## Assigned task
Repeat exactly the lines that run from the one containing "16l4-8h5l3 8M10 8l3" to the end of the data, and leave out all others.

## Exercise data

BEGIN

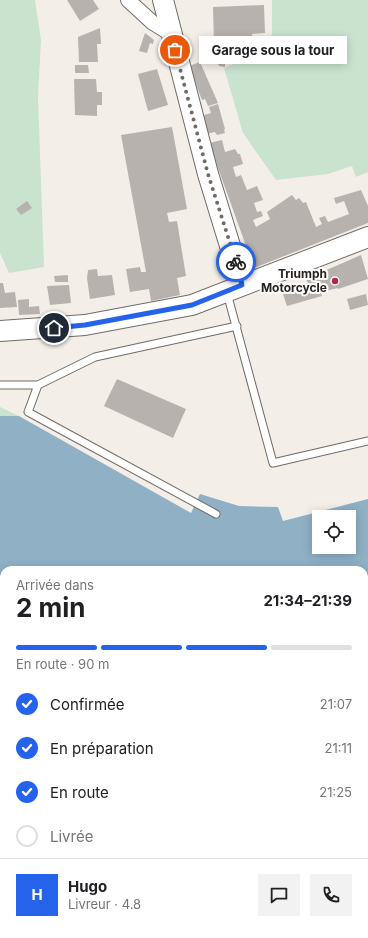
<!DOCTYPE html>
<html lang="fr">
<head>
<meta charset="utf-8">
<style>
	:root { --surface:#fff; --page:#f2f2f2; --text:#202124; --muted:#757577; --line:#e0e0e0; --accent:#2563eb }
	body { margin:0; font-family:Inter,sans-serif; background:var(--page); color:var(--text); height:100vh; display:flex; flex-direction:column; font-size:15px; white-space:nowrap }
	* { box-sizing:border-box; margin:0 }
	p { font-size:13px; color:var(--muted) }
	.icon { flex:none; width:22px; height:22px; fill:none; stroke:currentColor; stroke-width:2; stroke-linecap:round; stroke-linejoin:round }
	.map { position:relative; flex:1; overflow:hidden }
	.drawer { position:absolute; left:0px; top:566px; width:368px; height:372px; display:flex; flex-direction:column; background:var(--surface); border-radius:12px 12px 0 0; box-shadow:0 2px 10px #0003 }
	.drawer>* { flex:none }
	.buttons { position:absolute; left:312px; top:510px; display:grid; gap:8px }
	.buttons a { display:grid; place-items:center; width:44px; height:44px; border-radius:0px; background:var(--surface); box-shadow:0 2px 10px #0003; font-size:20px }
	.pin { position:absolute; display:grid; place-items:center; width:34px; height:34px; color:#fff; margin:-17px; border:2px solid #fff; border-radius:50%; box-shadow:0 1px 4px #0007 }
	.courier { position:absolute; display:grid; place-items:center; width:40px; height:40px; margin:-20px; border:3px solid #2563eb; border-radius:50%; background:#fff; color:#222; box-shadow:0 1px 5px #0007 }
	.bubble { position:absolute; height:28px; border-radius:0px; background:var(--surface); box-shadow:0 2px 10px #0003; font-size:13px; font-weight:700; line-height:28px; text-align:center }
	.summary em { font-style:normal; font-weight:700 }
	.summary div { display:flex; flex-direction:column-reverse }
	.summary { display:flex; align-items:center; justify-content:space-between; height:68px; padding:0 16px }
	h1 { font-size:26px; font-weight:700; line-height:30px }
	.bar { display:grid; grid-template-columns:repeat(4,1fr); gap:6px 4px; align-content:center; height:48px; padding:0 16px }
	.bar i { height:5px; border-radius:3px; background:var(--line) }
	.bar .selected { background:var(--accent) }
	.bar p { grid-column:span 4 }
	.line { display:flex; align-items:center; gap:10px; padding:0 16px; border-top:1px solid var(--line) }
	.line div { flex:1 }
	.round { display:grid; place-items:center; flex:none; width:42px; height:42px; border-radius:0px; background:var(--page) }
	ol { padding:0 16px; list-style:none }
	li { display:flex; align-items:center; gap:12px; height:44px }
	li p { margin-inline-start:auto }
	li .icon { padding:4px; border-radius:50%; background:var(--accent); color:#fff; stroke-width:4 }
	li:last-child { color:var(--muted) }
	li i { width:22px; height:22px; border:2px solid var(--line); border-radius:50% }
	.map>svg:first-child { display:block }
</style>
</head>
<body>
<div class="map">
<svg width="368" height="938" viewBox="0 0 368 938">
	<rect width="100%" height="100%" fill="#f4eee9"/>
	<!-- green -->
	<path fill="#c9e3cf" d="M0,0H35L41,40L38,97L44,267L9,273L0,253Z
		M272,0H368V172L356,177L352,166L328,174L276,180L243,133L224,68L255,55L272,35Z
		M0,407L19,416H0Z
		M364,765H368V938H0V801H4V934H364Z"/>
	<!-- water -->
	<path fill="#8fb0c5" fill-rule="evenodd" d="M0,416H19L191,513L200,494L239,506L278,507L283,521L368,499V765H364V570H4V764H0ZM319,517H349V547H319Z"/>
	<!-- building -->
	<path fill="#b7b2ad" d="M67,0H93L99,9L80,21Z
		M264,5L265,33L252,34L253,43L237,44V52H222V44L214,45L213,7Z
		M100,28L101,44H97L98,62H79L78,37Z
		M145,33L154,40L153,44L150,43L147,53L139,51Z
		M215,58L225,59V67L219,66Z
		M200,62L218,103L208,106L205,99L202,100L189,66Z
		M75,65H88L89,73H75Z
		M157,69L168,105L148,111L138,74Z
		M74,79H96L97,92H102V105H97V116L75,115Z
		M218,104L225,129L224,130L225,133L217,135L215,132L206,134L201,116L211,113L209,107Z
		M172,127L187,209L167,213L169,222L177,221L186,276L177,278L180,295L151,301L149,289L130,292L126,269L140,267L141,272H146L121,135Z
		M222,140L225,152L235,149L238,154H240L243,164L233,167L236,177L241,175L247,190L257,186L263,200L254,203L257,212L261,211L263,216L253,220L256,227L270,219L267,212L292,195L296,200L299,198L303,203L306,202L316,227L322,224L319,218L325,216L328,222L349,214L344,201L336,204L334,198L361,190L368,206V223L254,268L209,143Z
		M27,201L32,208L21,215L16,209Z
		M361,255L368,279L338,289V288L321,292L322,296L287,306L282,291L308,283L306,279Z
		M97,269L98,276L112,275L115,295L90,299L87,278L88,270Z
		M68,275V282H55L54,276Z
		M0,283H3L5,293L15,292L17,307L0,308Z
		M69,285L71,303L50,305L47,286Z
		M366,294L368,305L350,310L347,299Z
		M29,299V307L39,306L40,314L19,315L18,300Z
		M117,379L186,409L173,438L104,406Z"/>
	<g fill="none" stroke-linecap="round" stroke-linejoin="round">
		<!-- lane casing -->
		<g stroke="#706b67" stroke-width="9">
			<path id="lane" d="M227,293L273,463L368,441
				M0,385H38L95,357L237,326
				M38,385L28,412L216,514"/>
		</g>
		<!-- street casing -->
		<g stroke="#706b67" stroke-width="16">
			<path id="street" d="M128,0L153,23L171,34
				M0,791H4
				M364,800H368
				M364,886H368"/>
		</g>
		<!-- secondary casing -->
		<g stroke="#706b67" stroke-width="22">
			<path id="secondary" d="M163,0L208,174L242,285
				M0,331L85,325L192,305L368,237"/>
		</g>
		<!-- lane -->
		<use href="#lane" stroke="#fff" stroke-width="7"/>
		<!-- street -->
		<use href="#street" stroke="#fff" stroke-width="14"/>
		<!-- secondary -->
		<use href="#secondary" stroke="#fff" stroke-width="20"/>
		<!-- rail -->
		<path stroke="#504d4b" stroke-width="3" d="M364,845H368"/>
	</g>
	<g fill="none" stroke-linecap="round" stroke-linejoin="round">
		<!-- done -->
		<path stroke="#6e6b68" stroke-width="4" stroke-dasharray="0 7.2" d="M175,50L208,174L236,262"/>
		<!-- route -->
		<path stroke="#2563eb" stroke-width="5" d="M54,328L85,325L192,305L242,285L236,262"/>
	</g>
	<!-- markers -->
	<circle fill="#b52553" stroke="#fefcfa" stroke-width="1.5" cx="335" cy="281" r="4"/>
	<g text-anchor="middle" stroke-width="4" stroke-linejoin="round" paint-order="stroke">
		<!-- poi labels -->
		<g font-size="12" font-weight="bold" fill="#262423" stroke="#fefcfa" text-anchor="end">
			<text x="327" y="278">Triumph<tspan x="327" dy="14">Motorcycle</tspan></text>
		</g>
	</g>
</svg>
<div class="buttons">
<a><svg class="icon" aria-label="locate" viewBox="0 0 24 24"><circle cx="12" cy="12" r="6"/><path d="M12 2v4M12 18v4M2 12h4M18 12h4"/></svg></a>
</div>
<div class="pin" style="left:175px;top:50px;background:#ea580c"><svg class="icon" aria-label="bag" viewBox="0 0 24 24"><path d="M5 8h14l-1 12H6zM9 8a3 3 0 0 1 6 0"/></svg></div>
<div class="pin" style="left:54px;top:328px;background:#1f2937"><svg class="icon" aria-label="home" viewBox="0 0 24 24"><path d="M3 11l9-7 9 7M6 9v11h12V9"/></svg></div>
<div class="courier" style="left:236px;top:262px"><svg class="icon" aria-label="bike" viewBox="0 0 24 24"><circle cx="6" cy="16" r="4"/><circle cx="18" cy="16" r="4"/><path d="M6 16l4-8h5l3 8M10 8l3 8H6M13 5h3"/></svg></div>
<div class="bubble" style="left:199px;top:36px;width:148px">Garage sous la tour</div>
<section class="drawer">
<div class="summary"><div><h1>2 min</h1><p>Arrivée dans</p></div><em>21:34–21:39</em></div>
<div class="bar"><i class="selected"></i><i class="selected"></i><i class="selected"></i><i></i><p>En route · 90 m</p></div>
<ol>
<li><svg class="icon" aria-label="check" viewBox="0 0 24 24"><path d="M5 12l5 5 9-10"/></svg>Confirmée<p>21:07</p></li>
<li><svg class="icon" aria-label="check" viewBox="0 0 24 24"><path d="M5 12l5 5 9-10"/></svg>En préparation<p>21:11</p></li>
<li><svg class="icon" aria-label="check" viewBox="0 0 24 24"><path d="M5 12l5 5 9-10"/></svg>En route<p>21:25</p></li>
<li><i></i>Livrée</li>
</ol>
<div class="line" style="height:72px"><b class="round" style="background:var(--accent);color:#fff">H</b><div><b>Hugo</b><p>Livreur · 4.8</p></div><a class="round"><svg class="icon" aria-label="chat" viewBox="0 0 24 24"><path d="M4 5h16v11H9l-5 4z"/></svg></a><a class="round"><svg class="icon" aria-label="phone" viewBox="0 0 24 24"><path d="M5 4h4l2 5-3 2q2 4 5 5l2-3 5 2v4C11 20 4 13 5 4z"/></svg></a></div>
</section>
</div>
</body>
</html>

END

## Solution
<div class="courier" style="left:236px;top:262px"><svg class="icon" aria-label="bike" viewBox="0 0 24 24"><circle cx="6" cy="16" r="4"/><circle cx="18" cy="16" r="4"/><path d="M6 16l4-8h5l3 8M10 8l3 8H6M13 5h3"/></svg></div>
<div class="bubble" style="left:199px;top:36px;width:148px">Garage sous la tour</div>
<section class="drawer">
<div class="summary"><div><h1>2 min</h1><p>Arrivée dans</p></div><em>21:34–21:39</em></div>
<div class="bar"><i class="selected"></i><i class="selected"></i><i class="selected"></i><i></i><p>En route · 90 m</p></div>
<ol>
<li><svg class="icon" aria-label="check" viewBox="0 0 24 24"><path d="M5 12l5 5 9-10"/></svg>Confirmée<p>21:07</p></li>
<li><svg class="icon" aria-label="check" viewBox="0 0 24 24"><path d="M5 12l5 5 9-10"/></svg>En préparation<p>21:11</p></li>
<li><svg class="icon" aria-label="check" viewBox="0 0 24 24"><path d="M5 12l5 5 9-10"/></svg>En route<p>21:25</p></li>
<li><i></i>Livrée</li>
</ol>
<div class="line" style="height:72px"><b class="round" style="background:var(--accent);color:#fff">H</b><div><b>Hugo</b><p>Livreur · 4.8</p></div><a class="round"><svg class="icon" aria-label="chat" viewBox="0 0 24 24"><path d="M4 5h16v11H9l-5 4z"/></svg></a><a class="round"><svg class="icon" aria-label="phone" viewBox="0 0 24 24"><path d="M5 4h4l2 5-3 2q2 4 5 5l2-3 5 2v4C11 20 4 13 5 4z"/></svg></a></div>
</section>
</div>
</body>
</html>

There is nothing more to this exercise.